“I have never, in all my life,
reacted so strongly to something I’ve read”
Welcome to summer time! Can you believe we’re into that time of year already? When I think back to this time last year, I feel almost dizzy at the amount of change that has happened. This time last year we were still writing to each-other, but we hadn’t met up. I was still in a marriage. So were you. If someone had told us what was ahead of us, I wonder if we’d have ended our correspondence then and there? I know I’m not a great one for secrecy but I often think these days that we’re better off not knowing what’s ahead of us – even the good stuff. How on earth would we make the most of the present, or pull ourselves together enough in the hard times to make it through, if we knew all of what lay ahead? Then, again, maybe from a much broader perspective – like the one that comes on a death bed – much of what we struggle with would seem insignificant and we’d see a bigger pattern weaving its way beautifully through our lives, even through the most difficult of times.

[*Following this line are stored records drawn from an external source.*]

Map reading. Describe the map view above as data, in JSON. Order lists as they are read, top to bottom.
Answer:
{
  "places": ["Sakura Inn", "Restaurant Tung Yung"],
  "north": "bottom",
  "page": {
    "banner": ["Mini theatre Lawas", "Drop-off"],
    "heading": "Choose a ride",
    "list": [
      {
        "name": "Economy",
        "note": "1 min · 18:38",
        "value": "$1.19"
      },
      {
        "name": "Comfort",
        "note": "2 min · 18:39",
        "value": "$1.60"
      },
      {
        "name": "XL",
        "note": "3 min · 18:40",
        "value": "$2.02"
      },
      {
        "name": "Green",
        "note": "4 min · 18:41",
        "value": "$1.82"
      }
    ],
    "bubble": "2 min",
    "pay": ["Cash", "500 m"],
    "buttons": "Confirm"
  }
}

I’m heading off on a philosophical diversion there – sorry! In truth, though, I am in a rather philosophical mood at the moment. After sitting in the gap of nothing happening for what seemed like ages but which was, in fact, less than two months, a direction is opening up once more. As usual for these stepping stones that have been appearing in my life, I’ve no idea where it’s leading. All I know is that it feels very right to follow it. You’ll have to bear with me as I go back over what’s happened, small though it might seem to you, thousands of miles away in another country with a new life unfolding as well. Your punishment for cutting me off with no further word is having to endure the results of my reflection and angst! (Who am I kidding – I know you’re not reading any of these, but I still write as a way of exorcising my demons and trying to make sense of what’s happening to me).
I finally got bored a few weeks ago with having nothing new to experiment with and no new experiences happening. I’ve continued with the meditation, using the pendulum and the basic healing techniques I’ve learned, but it seems as if I’ve reached a plateau with those for the moment. Eventually, I decided to go and get the book on writing which my shaman had recommended so I wandered into the bookshop after work one evening to pick it up. As usual, I couldn’t just buy one book – I had to see what else might be interesting. As it turned out, on a shelf nearby was a copy of a shamanic book written by the man I know my shaman trained with. On a whim, I bought that book as well.
When I got home, I picked up the shamanic book. It’s a slim paperback, and very undaunting to look at – it seemed a much easier starting point than the other tome which has exercises and all kinds of other material that I’m sure I’ll wade through in the future. From the first page, it grabbed me. There was just something about it that pulled me right in. By the second chapter, as I read a description of a process called soul retrieval, I was shaking and crying so much I had to put it down. I have never, in all my life, reacted so strongly to something I’ve read. I honestly couldn’t stop shaking for half an hour or more! It was as if some instinctive response had been triggered, though I couldn’t for the life of me figure out what.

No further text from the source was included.